(Beginning of Input material)

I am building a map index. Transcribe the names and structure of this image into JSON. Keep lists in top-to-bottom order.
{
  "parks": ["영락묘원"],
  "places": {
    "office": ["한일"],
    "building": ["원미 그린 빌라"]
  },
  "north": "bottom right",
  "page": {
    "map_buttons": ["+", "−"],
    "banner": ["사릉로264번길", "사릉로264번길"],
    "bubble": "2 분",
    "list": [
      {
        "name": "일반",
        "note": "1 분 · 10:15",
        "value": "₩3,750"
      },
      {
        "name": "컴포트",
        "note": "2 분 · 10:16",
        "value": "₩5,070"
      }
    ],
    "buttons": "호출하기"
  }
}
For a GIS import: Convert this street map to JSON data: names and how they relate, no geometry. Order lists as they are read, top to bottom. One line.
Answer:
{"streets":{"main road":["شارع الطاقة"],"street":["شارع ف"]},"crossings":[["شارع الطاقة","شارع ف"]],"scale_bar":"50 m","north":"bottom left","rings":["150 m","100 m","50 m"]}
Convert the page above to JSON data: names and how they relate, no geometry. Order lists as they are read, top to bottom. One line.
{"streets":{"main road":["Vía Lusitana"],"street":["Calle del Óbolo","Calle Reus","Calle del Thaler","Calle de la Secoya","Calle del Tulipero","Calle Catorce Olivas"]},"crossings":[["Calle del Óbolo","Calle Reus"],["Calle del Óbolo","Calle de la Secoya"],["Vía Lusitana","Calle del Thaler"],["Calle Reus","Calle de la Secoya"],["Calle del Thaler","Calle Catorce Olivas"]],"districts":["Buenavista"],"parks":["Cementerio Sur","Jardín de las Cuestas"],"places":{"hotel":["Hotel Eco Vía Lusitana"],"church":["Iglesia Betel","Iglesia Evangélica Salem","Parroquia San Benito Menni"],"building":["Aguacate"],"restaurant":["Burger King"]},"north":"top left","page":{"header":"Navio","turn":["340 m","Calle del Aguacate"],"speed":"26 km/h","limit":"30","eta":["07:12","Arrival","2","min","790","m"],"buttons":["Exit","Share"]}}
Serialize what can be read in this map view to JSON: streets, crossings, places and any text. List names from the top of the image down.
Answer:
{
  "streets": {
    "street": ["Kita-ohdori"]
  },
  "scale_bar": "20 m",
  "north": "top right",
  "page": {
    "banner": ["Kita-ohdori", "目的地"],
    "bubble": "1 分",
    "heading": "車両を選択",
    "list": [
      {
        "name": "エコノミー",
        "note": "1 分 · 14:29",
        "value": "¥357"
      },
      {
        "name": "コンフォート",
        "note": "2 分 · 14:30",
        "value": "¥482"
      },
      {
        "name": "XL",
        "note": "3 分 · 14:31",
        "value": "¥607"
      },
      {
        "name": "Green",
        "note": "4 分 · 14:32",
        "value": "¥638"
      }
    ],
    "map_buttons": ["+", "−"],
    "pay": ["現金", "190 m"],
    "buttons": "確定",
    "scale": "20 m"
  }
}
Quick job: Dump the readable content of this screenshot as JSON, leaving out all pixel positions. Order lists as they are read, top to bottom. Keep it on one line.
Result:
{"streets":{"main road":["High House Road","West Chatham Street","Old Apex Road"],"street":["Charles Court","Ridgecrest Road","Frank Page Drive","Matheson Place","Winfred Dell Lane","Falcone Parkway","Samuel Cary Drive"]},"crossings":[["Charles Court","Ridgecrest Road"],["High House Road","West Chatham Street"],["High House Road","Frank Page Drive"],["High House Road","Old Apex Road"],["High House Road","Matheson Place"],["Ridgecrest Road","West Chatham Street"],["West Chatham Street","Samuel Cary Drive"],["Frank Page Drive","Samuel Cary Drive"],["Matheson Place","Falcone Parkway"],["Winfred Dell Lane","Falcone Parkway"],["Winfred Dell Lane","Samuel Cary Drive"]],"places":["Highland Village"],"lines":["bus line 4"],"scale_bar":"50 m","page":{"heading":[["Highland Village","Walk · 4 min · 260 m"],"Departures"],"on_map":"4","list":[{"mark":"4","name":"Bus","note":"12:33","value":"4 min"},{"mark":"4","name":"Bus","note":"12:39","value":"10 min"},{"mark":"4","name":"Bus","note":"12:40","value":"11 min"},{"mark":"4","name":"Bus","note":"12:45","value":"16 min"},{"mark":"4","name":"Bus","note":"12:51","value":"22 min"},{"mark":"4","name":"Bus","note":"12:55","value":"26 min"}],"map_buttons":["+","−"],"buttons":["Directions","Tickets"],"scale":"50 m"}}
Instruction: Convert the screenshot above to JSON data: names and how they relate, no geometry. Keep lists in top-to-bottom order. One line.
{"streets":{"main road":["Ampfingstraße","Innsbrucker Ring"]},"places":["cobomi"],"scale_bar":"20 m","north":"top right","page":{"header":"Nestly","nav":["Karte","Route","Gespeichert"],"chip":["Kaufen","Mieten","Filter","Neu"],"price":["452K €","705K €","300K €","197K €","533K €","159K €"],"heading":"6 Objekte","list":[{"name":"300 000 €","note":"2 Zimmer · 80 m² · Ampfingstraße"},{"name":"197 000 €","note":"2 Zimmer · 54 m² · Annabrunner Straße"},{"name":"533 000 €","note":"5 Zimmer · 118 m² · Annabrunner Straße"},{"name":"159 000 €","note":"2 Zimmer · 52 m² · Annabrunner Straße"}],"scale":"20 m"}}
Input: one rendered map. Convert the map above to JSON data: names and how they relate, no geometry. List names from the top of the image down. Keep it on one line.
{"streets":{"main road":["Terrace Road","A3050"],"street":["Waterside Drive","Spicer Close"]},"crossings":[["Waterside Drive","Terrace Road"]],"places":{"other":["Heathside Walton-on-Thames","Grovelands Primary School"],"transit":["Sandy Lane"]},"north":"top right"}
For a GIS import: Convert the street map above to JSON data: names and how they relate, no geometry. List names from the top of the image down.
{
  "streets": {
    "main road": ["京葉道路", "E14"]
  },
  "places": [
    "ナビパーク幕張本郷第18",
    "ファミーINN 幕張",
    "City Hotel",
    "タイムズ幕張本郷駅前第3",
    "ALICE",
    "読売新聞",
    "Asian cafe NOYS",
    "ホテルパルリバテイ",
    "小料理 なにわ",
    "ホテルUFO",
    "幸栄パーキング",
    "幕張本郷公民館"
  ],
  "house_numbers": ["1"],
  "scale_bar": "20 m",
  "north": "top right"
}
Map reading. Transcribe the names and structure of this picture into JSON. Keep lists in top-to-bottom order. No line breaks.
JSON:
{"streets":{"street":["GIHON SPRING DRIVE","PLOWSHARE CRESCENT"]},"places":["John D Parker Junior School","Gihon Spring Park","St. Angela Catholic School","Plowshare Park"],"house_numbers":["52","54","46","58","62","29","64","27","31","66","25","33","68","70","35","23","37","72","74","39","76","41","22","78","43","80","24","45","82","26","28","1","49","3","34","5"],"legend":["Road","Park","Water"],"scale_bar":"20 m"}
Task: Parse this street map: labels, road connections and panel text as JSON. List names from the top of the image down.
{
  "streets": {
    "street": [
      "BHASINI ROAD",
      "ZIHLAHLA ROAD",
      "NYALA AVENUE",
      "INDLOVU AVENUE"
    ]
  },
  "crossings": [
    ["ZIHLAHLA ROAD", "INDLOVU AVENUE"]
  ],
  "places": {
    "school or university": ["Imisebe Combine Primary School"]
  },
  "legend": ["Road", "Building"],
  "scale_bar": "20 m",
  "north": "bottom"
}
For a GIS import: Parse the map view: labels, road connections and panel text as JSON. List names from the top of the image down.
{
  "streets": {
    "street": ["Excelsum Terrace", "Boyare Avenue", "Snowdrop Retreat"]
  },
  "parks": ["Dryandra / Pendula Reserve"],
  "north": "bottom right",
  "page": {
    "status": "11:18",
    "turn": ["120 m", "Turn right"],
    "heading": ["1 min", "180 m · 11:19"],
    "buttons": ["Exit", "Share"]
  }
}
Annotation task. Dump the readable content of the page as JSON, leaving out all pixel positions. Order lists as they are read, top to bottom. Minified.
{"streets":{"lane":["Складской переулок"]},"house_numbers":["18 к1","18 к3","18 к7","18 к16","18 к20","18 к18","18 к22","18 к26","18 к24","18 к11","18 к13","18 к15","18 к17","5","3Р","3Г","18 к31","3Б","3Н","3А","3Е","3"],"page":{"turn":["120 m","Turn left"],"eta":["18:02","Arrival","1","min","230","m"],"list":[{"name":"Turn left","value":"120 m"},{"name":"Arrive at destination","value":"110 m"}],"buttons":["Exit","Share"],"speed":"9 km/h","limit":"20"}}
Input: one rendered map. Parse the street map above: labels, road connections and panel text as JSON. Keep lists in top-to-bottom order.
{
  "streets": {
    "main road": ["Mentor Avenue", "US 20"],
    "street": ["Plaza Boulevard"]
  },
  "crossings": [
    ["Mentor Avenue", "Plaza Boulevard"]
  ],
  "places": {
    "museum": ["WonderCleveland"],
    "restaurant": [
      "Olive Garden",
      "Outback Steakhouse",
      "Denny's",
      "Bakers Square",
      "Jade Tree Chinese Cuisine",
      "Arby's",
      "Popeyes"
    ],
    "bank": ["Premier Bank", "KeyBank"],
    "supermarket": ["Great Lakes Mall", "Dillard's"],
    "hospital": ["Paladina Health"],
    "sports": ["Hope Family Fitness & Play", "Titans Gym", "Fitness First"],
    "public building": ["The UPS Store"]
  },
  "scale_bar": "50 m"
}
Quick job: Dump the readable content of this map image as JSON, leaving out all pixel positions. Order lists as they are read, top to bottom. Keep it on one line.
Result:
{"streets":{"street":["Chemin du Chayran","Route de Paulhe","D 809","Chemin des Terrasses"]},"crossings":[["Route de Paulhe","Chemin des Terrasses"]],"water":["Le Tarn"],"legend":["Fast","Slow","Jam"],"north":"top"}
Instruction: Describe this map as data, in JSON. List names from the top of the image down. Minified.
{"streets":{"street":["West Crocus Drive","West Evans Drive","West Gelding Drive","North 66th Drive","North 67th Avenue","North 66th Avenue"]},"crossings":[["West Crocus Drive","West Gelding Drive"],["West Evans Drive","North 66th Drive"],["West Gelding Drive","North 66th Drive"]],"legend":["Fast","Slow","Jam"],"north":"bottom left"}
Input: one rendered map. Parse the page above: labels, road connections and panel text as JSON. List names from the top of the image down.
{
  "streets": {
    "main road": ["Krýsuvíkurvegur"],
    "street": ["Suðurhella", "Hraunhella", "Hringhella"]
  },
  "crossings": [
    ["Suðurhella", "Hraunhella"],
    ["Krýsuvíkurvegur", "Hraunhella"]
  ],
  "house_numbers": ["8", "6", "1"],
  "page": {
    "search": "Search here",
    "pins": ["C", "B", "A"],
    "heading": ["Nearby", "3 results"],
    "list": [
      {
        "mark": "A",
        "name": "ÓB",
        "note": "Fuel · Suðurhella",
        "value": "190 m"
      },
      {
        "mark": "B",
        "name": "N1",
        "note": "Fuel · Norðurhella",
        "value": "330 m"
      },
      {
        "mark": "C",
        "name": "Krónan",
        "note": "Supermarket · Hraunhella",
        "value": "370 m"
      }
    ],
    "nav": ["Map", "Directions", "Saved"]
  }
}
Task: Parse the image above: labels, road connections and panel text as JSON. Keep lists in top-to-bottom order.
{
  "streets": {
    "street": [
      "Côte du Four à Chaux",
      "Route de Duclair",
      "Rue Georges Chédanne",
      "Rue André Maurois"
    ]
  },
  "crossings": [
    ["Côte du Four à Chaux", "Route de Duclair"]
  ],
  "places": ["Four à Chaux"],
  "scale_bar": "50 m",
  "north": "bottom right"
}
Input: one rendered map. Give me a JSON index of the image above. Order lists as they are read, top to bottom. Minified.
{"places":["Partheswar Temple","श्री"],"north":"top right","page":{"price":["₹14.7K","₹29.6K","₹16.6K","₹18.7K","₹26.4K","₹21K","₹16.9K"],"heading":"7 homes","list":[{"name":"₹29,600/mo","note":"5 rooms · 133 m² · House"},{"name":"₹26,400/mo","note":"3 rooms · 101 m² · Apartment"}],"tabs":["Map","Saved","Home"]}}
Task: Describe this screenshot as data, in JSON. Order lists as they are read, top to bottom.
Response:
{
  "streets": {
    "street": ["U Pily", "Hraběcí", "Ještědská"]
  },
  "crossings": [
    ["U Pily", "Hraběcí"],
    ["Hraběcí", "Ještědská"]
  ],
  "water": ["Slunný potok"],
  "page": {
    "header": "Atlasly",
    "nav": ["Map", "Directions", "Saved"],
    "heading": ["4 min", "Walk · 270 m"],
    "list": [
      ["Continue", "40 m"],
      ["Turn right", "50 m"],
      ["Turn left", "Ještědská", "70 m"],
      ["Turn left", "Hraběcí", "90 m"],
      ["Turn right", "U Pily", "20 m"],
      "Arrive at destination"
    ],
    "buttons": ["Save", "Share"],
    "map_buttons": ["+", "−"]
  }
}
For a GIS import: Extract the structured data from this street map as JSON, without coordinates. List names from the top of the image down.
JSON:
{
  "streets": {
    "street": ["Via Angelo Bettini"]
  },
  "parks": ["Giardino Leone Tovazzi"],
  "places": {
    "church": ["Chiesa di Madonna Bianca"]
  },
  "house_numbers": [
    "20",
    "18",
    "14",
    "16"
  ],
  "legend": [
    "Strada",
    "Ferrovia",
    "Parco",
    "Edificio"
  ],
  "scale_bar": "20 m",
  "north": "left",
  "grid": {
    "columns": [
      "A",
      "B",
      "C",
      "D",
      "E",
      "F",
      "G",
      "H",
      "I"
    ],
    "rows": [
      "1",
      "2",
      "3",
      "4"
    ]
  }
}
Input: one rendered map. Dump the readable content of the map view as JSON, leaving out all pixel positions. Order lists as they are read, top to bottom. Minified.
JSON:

(End of Input material)

Exercise — Lines that contain "Quick" are the result; find them in the entries above and copy each one.

Output for this task —
Quick job: Dump the readable content of this screenshot as JSON, leaving out all pixel positions. Order lists as they are read, top to bottom. Keep it on one line.
Quick job: Dump the readable content of this map image as JSON, leaving out all pixel positions. Order lists as they are read, top to bottom. Keep it on one line.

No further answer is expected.